2. The reaction vessel for preparing a water-reducing agent according to claim 1, characterized in that, The stirring unit includes a stirring motor (401), a transmission rod (402), a rotating rod (403), a stirring rod (404), and a docking groove (408). The stirring motor (401) is installed at the top axial position of the reactor (1). The output end of the stirring motor (401) extends into the interior of the reactor (1) and is connected to a transmission rod (402). The transmission rod (402) is inserted into the cavity of the docking groove (408) opened at the top of the rotating rod (403). The transmission rod (402) transmits the rotational force from the stirring motor (401) through the outer wall protrusion to drive the rotating rod (403) to rotate. Multiple stirring rods (404) for stirring the raw materials inside the reactor (1) are fixed laterally on the outer wall of the rotating rod (403).
3. The reaction vessel for preparing a water-reducing agent according to claim 1, characterized in that, The guide unit includes a protective sleeve (405), a guide ring (406), and a guide rod (407). The protective sleeve (405) is fixed to the top of the inner cavity of the reactor (1), and the protective sleeve (405) surrounds the connection between the transmission rod (402) and the rotating rod (403). A guide ring (406) is fixed in the inner cavity of the protective sleeve (405). Half of the guide ring (406) is in an inclined semi-circular state, and the other half is in a straight semi-circular state. The guide rod (407) is rotatably connected to the outer wall of the rotating rod (403), and the guide rod (407) extends above the guide ring (406).

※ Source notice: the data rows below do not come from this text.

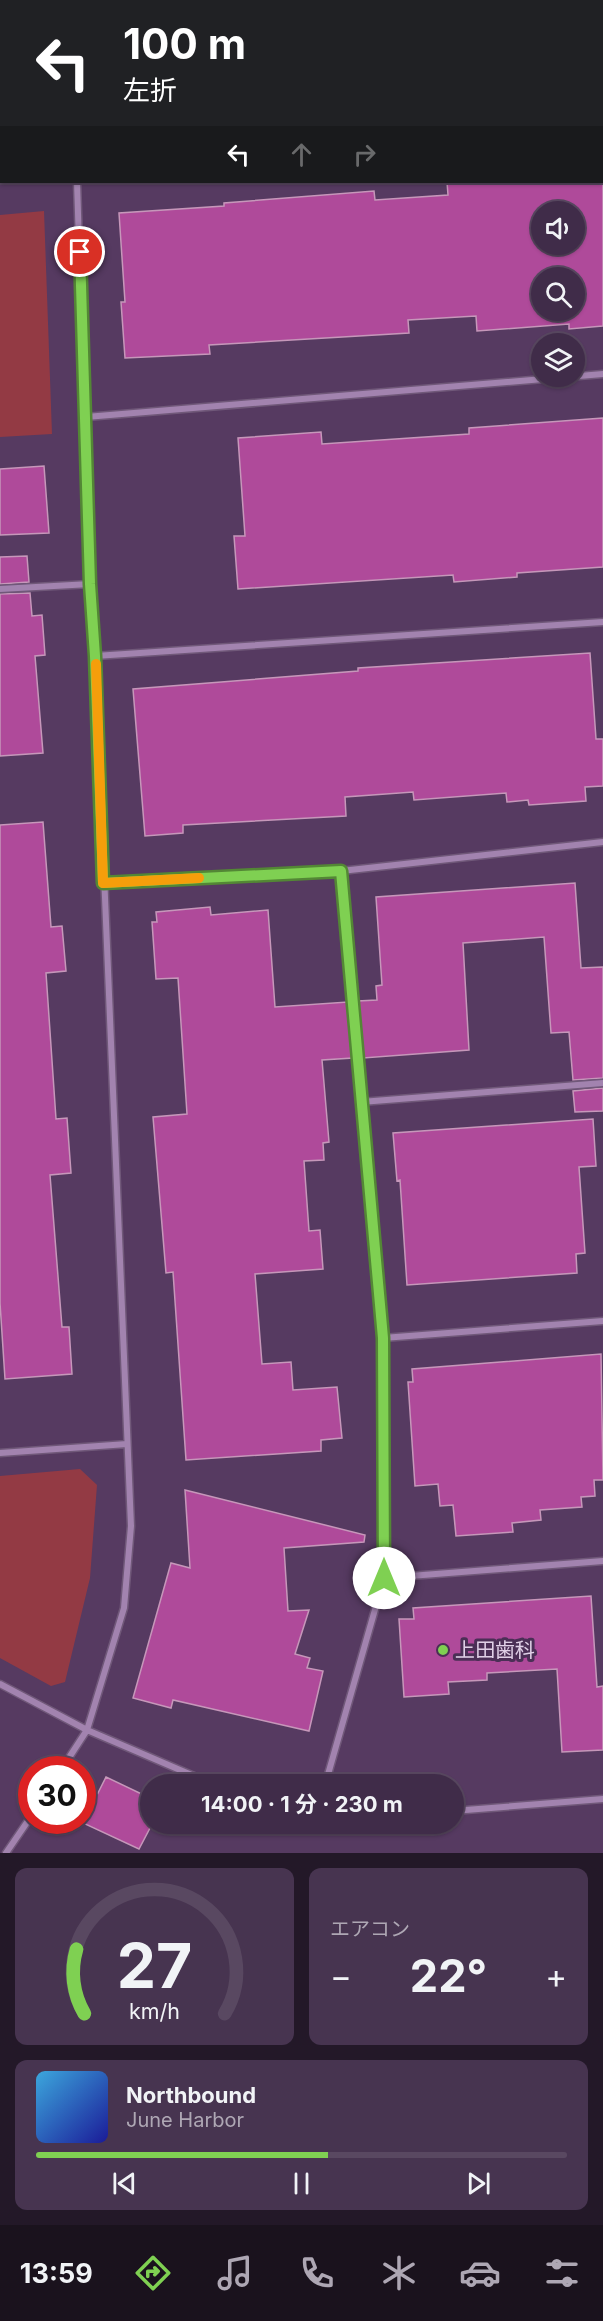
<!DOCTYPE html>
<html lang="ja">
<head>
<meta charset="utf-8">
<style>
	:root { --surface:#402c49; --page:#473450; --text:#f1f3f6; --muted:#aea7b4; --line:#594861; --accent:#7fd052 }
	body { margin:0; font-family:Inter,"Noto Sans JP",sans-serif; background:var(--page); color:var(--text); height:100vh; display:flex; flex-direction:column; font-size:22px; white-space:nowrap }
	* { box-sizing:border-box; margin:0 }
	p { font-size:20px; color:var(--muted) }
	.icon { flex:none; width:33px; height:33px; fill:none; stroke:currentColor; stroke-width:2; stroke-linecap:round; stroke-linejoin:round }
	.map { position:relative; height:1853px; overflow:hidden }
	.side { display:flex; flex-direction:column; gap:15px; padding:15px; background:#231828; flex:1 }
	.side>* { flex:none }
	.hud { position:absolute; left:0px; top:0px; width:603px; height:183px; box-shadow:0 2px 4px #0004,0 0 0 2px var(--line); background:#202124; color:#fff; overflow:hidden }
	.buttons { position:absolute; left:531px; top:201px; display:grid; gap:12px }
	.buttons a { display:grid; place-items:center; width:54px; height:54px; border-radius:50%; background:var(--surface); box-shadow:0 2px 4px #0004,0 0 0 2px var(--line); font-size:30px }
	.speed { position:absolute; left:18px; top:1756px; display:flex; gap:12px; font-size:30px; font-weight:700; text-align:center }
	.speed>* { display:grid; place-content:center; width:78px; height:78px; border-radius:50%; background:var(--surface); box-shadow:0 2px 4px #0004,0 0 0 2px var(--line); line-height:1 }
	.speed .limit { border:9px solid #d22; background:#fff; color:#111 }
	.pin { position:absolute; display:grid; place-items:center; width:51px; height:51px; color:#fff; margin:-26px; border:3px solid #fff; border-radius:50%; box-shadow:0 2px 6px #0007 }
	.me { position:absolute; width:66px; margin:-33px; rotate:0deg; stroke-linejoin:round; filter:drop-shadow(0 0 4px #0008) }
	.turn { display:flex; align-items:center; gap:21px; height:126px; padding:0 24px; font-size:27px }
	.turn .icon { width:78px; height:78px; stroke-width:2.5 }
	.turn b { display:block; font-size:42px; line-height:51px }
	.lanes { display:flex; align-items:center; height:57px; padding:0 24px; background:#0003; justify-content:center; gap:30px; direction:ltr }
	.lanes .off { opacity:.35 }
	.big { font-size:45px; font-weight:700; line-height:1.1 }
	.side .widget { flex:1; display:flex; flex-direction:column; justify-content:center; gap:9px; min-width:0; padding:0 21px; border-radius:12px; background:var(--page) }
	.side .dial { align-items:center; gap:0 }
	.dial svg { height:156px; overflow:visible; fill:none; stroke:var(--line); stroke-width:7; stroke-linecap:round; text-anchor:middle }
	.dial text { fill:var(--text); stroke:none }
	.song { display:flex; align-items:center; gap:18px }
	.cover { width:72px; height:72px; border-radius:9px; background:linear-gradient(135deg,hsl(200 70% 55%),hsl(240 70% 35%)) }
	.played { height:6px; border-radius:3px; background:linear-gradient(90deg,var(--accent) 55%,var(--line) 55%) }
	.keys { display:flex; justify-content:space-around; direction:ltr }
	.heat { display:flex; justify-content:space-between; align-items:center; font-size:33px; direction:ltr }
	.side .tiles { flex:1; display:grid; gap:15px; grid-template-columns:1fr 1fr }
	.widget:last-child { grid-column:span 2 }
	.trip { position:absolute; left:140px; top:1774px; width:324px; height:60px; border-radius:30px; background:var(--surface); box-shadow:0 2px 4px #0004,0 0 0 2px var(--line); font-weight:700; line-height:60px; text-align:center }
	.tabs { display:flex; height:96px; justify-content:space-around; align-items:center; background:#1a121d; color:var(--muted) }
	.tabs .icon { width:42px; height:42px }
	.tabs .current { color:var(--accent) }
	.tabs b { font-size:27px; color:var(--text) }
	.map>svg:first-child { display:block }
</style>
</head>
<body>
<div class="map">
<svg width="603" height="1853" viewBox="0 0 603 1853">
	<rect width="100%" height="100%" fill="#563a61"/>
	<!-- green -->
	<path fill="#933a44" d="M 44,211 L 52,434 L 0,437 L 0,215 Z
		M 80,1469 L 97,1485 L 90,1578 L 65,1682 L 51,1686 L 0,1658 L 0,1476 Z"/>
	<!-- building -->
	<path fill="#af4a9a" stroke="#c697ba" stroke-width="1.5" fill-rule="evenodd" d="M 447,182 L 603,182 L 603,326 L 569,329 L 569,324 L 477,331 L 476,316 L 408,320 L 409,333 L 209,345 L 210,354 L 125,358 L 121,302 L 125,302 L 119,213 L 224,206 L 224,203 L 374,191 L 375,200 L 448,195 ZM 542,212 L 574,212 L 574,244 L 542,244 ZM 542,278 L 574,278 L 574,310 L 542,310 Z
		M 603,418 L 603,567 L 517,573 L 517,577 L 454,582 L 453,575 L 238,589 L 234,536 L 245,536 L 238,438 L 321,432 L 322,444 L 469,434 L 469,428 Z
		M 44,466 L 49,533 L 0,535 L 0,469 Z
		M 27,556 L 29,582 L 0,584 L 0,557 Z
		M 30,593 L 32,616 L 42,615 L 45,655 L 35,656 L 43,753 L 0,756 L 0,594 Z
		M 590,653 L 596,739 L 603,739 L 603,786 L 585,787 L 586,801 L 529,805 L 528,800 L 507,802 L 506,793 L 414,800 L 413,792 L 345,797 L 346,816 L 183,825 L 183,833 L 145,836 L 133,689 L 358,671 L 358,668 Z
		M 43,822 L 51,927 L 62,926 L 66,971 L 46,973 L 56,1119 L 67,1118 L 71,1173 L 50,1175 L 62,1327 L 69,1327 L 72,1374 L 5,1379 L 0,1303 L 0,825 Z
		M 575,883 L 581,968 L 603,967 L 603,1078 L 573,1080 L 569,1032 L 551,1033 L 544,937 L 463,943 L 469,1050 L 363,1058 L 358,1001 L 377,1000 L 376,986 L 382,985 L 376,897 Z
		M 210,907 L 211,915 L 268,910 L 275,1007 L 348,1002 L 353,1058 L 322,1060 L 329,1142 L 323,1143 L 324,1160 L 304,1161 L 309,1231 L 320,1230 L 323,1269 L 255,1274 L 262,1364 L 291,1362 L 293,1390 L 337,1387 L 342,1438 L 321,1440 L 321,1451 L 186,1460 L 173,1272 L 166,1273 L 153,1117 L 187,1114 L 178,978 L 156,979 L 152,922 L 157,922 L 156,912 Z
		M 603,1088 L 603,1111 L 575,1112 L 573,1091 Z
		M 593,1119 L 596,1166 L 579,1167 L 585,1253 L 576,1254 L 577,1273 L 407,1285 L 400,1180 L 397,1181 L 393,1133 Z
		M 601,1354 L 603,1480 L 594,1480 L 595,1496 L 581,1497 L 582,1507 L 540,1510 L 541,1520 L 512,1523 L 513,1532 L 456,1536 L 453,1505 L 440,1506 L 438,1484 L 415,1486 L 408,1382 L 413,1382 L 412,1369 Z
		M 185,1490 L 365,1535 L 364,1542 L 284,1548 L 288,1611 L 309,1610 L 295,1654 L 310,1658 L 307,1668 L 323,1671 L 309,1731 L 173,1700 L 171,1708 L 133,1698 L 171,1563 L 190,1568 Z
		M 591,1596 L 597,1687 L 603,1686 L 603,1750 L 562,1752 L 557,1669 L 487,1673 L 487,1680 L 448,1682 L 449,1694 L 404,1697 L 399,1619 L 414,1619 L 413,1608 Z
		M 106,1777 L 150,1798 L 150,1828 L 139,1849 L 83,1823 Z"/>
	<g fill="none" stroke-linecap="round" stroke-linejoin="round">
		<!-- minor casing -->
		<g stroke="#705879" stroke-width="9">
			<path id="minor" d="M 70,0 L 70,2
				M 602,133 L 603,132
				M 86,417 L 603,374
				M 0,589 L 90,584
				M 95,656 L 603,622
				M 103,883 L 341,871 L 603,842
				M 361,1102 L 603,1083
				M 383,1338 L 603,1321
				M 0,1453 L 127,1444
				M 384,1578 L 603,1561
				M 0,1684 L 87,1730 L 215,1785
				M 61,1770 L 87,1730 L 124,1608 L 131,1526 L 95,656 L 90,584 L 77,182
				M 325,1785 L 384,1578 L 383,1338 L 341,871
				M 453,1811 L 603,1799
				M 6,1853 L 32,1815"/>
		</g>
		<!-- minor -->
		<use href="#minor" stroke="#a283af" stroke-width="6"/>
	</g>
	<g fill="none" stroke-linecap="round" stroke-linejoin="round">
		<!-- route casing -->
		<g stroke="#538735" stroke-width="15">
			<path id="route" d="M 80,252 L 90,584 L 95,656 L 103,883 L 341,871 L 383,1338 L 384,1578"/>
		</g>
		<!-- route -->
		<use href="#route" stroke="#7fd052" stroke-width="10"/>
		<!-- slow -->
		<path stroke="#f59e0b" stroke-width="10" d="M 96,664 L 103,883 L 199,878"/>
	</g>
	<!-- markers -->
	<circle fill="#7fd052" stroke="#4b2f56" stroke-width="2" cx="443" cy="1650" r="6"/>
	<g text-anchor="middle" dominant-baseline="central" stroke-width="6" stroke-linejoin="round" paint-order="stroke">
		<!-- poi labels -->
		<g font-size="20" fill="#e0d0e7" stroke="#4b2f56" text-anchor="start">
			<text x="455" y="1650">上田歯科</text>
		</g>
	</g>
</svg>
<div class="buttons">
<a><svg class="icon" aria-label="sound" viewBox="0 0 24 24"><path d="M4 9h4l5-4v14l-5-4H4zM17 9q2 3 0 6"/></svg></a>
<a><svg class="icon" aria-label="search" viewBox="0 0 24 24"><circle cx="10" cy="10" r="6"/><path d="M15 15l6 6"/></svg></a>
<a><svg class="icon" aria-label="layers" viewBox="0 0 24 24"><path d="M12 4l9 5-9 5-9-5zM3 14l9 5 9-5"/></svg></a>
</div>
<div class="speed"><div class="limit">30</div></div>
<div class="pin" style="left:80px;top:252px;background:#d93025"><svg class="icon" aria-label="arrive" viewBox="0 0 24 24"><path d="M6 21V4h12l-3 4 3 4H6"/></svg></div>
<svg class="me" style="left:384px;top:1578px" viewBox="-20 -20 40 40"><circle r="19" fill="#fff"/><path d="M0-13L10 11 0 6-10 11z" fill="#7fd052"/></svg>
<div class="trip">14:00 · 1 分 · 230 m</div>
<div class="hud">
<div class="turn"><svg class="icon" aria-label="left" viewBox="0 0 24 24"><path d="M17 20v-9H6M10 6l-5 5 5 5"/></svg><div><b>100 m</b>左折</div></div>
<div class="lanes"><svg class="icon" aria-label="left" viewBox="0 0 24 24"><path d="M17 20v-9H6M10 6l-5 5 5 5"/></svg><svg class="icon off" aria-label="ahead" viewBox="0 0 24 24"><path d="M12 20V5M6 11l6-6 6 6"/></svg><svg class="icon off" aria-label="right" viewBox="0 0 24 24"><path d="M7 20v-9h11M14 6l5 5-5 5"/></svg></div>
</div>
</div>
<section class="side">
<div class="tiles">
<div class="widget dial"><svg viewBox="0 0 100 80">
<path d="M14 69A42 42 0 1 1 86 69"/>
<path d="M14 69A42 42 0 0 1 10 36" stroke="#7fd052"/>
<text x="50" y="56" font-size="32" font-weight="700">27</text>
<text x="50" y="72" font-size="11">km/h</text>
</svg></div>
<div class="widget"><p>エアコン</p>
<div class="heat"><a>−</a><b class="big">22°</b><a>+</a></div>
</div>
<div class="widget">
<div class="song"><i class="cover"></i><div><b>Northbound</b><p>June Harbor</p></div></div>
<div class="played"></div>
<div class="keys"><svg class="icon" aria-label="previous" viewBox="0 0 24 24"><path d="M18 5L8 12l10 7zM5 5v14"/></svg><svg class="icon" aria-label="pause" viewBox="0 0 24 24"><path d="M8 5v14M16 5v14"/></svg><svg class="icon" aria-label="next" viewBox="0 0 24 24"><path d="M6 5l10 7-10 7zM19 5v14"/></svg></div>
</div>
</div>
</section>
<nav class="tabs">
<b>13:59</b>
<svg class="icon current" aria-label="directions" viewBox="0 0 24 24"><path d="M12 3l9 9-9 9-9-9zM9 14v-3h6M13 9l2 2-2 2"/></svg>
<svg class="icon" aria-label="music" viewBox="0 0 24 24"><path d="M9 18V5l10-2v13"/><circle cx="6" cy="18" r="3"/><circle cx="16" cy="16" r="3"/></svg>
<svg class="icon" aria-label="phone" viewBox="0 0 24 24"><path d="M5 4h4l2 5-3 2q2 4 5 5l2-3 5 2v4C11 20 4 13 5 4z"/></svg>
<svg class="icon" aria-label="climate" viewBox="0 0 24 24"><path d="M12 3v18M4 7l16 10M4 17L20 7"/></svg>
<svg class="icon" aria-label="car" viewBox="0 0 24 24"><path d="M5 17H2v-5l4-1 3-4h7l3 4 3 1v5h-3M9 17h6M6 11h13"/><circle cx="7" cy="17" r="2"/><circle cx="17" cy="17" r="2"/></svg>
<svg class="icon" aria-label="filters" viewBox="0 0 24 24"><path d="M4 7h16M4 17h16"/><circle cx="9" cy="7" r="2"/><circle cx="15" cy="17" r="2"/></svg>
</nav>
</body>
</html>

4. The reaction vessel for preparing a water-reducing agent according to claim 3, characterized in that, The inner cavity of the protective sleeve (405) is movably connected to the outer wall of the rotating rod (403).
5. The reaction vessel for preparing a water-reducing agent according to claim 2, characterized in that, The inner cavity of the docking groove (408) matches the outer wall of the transmission rod (402).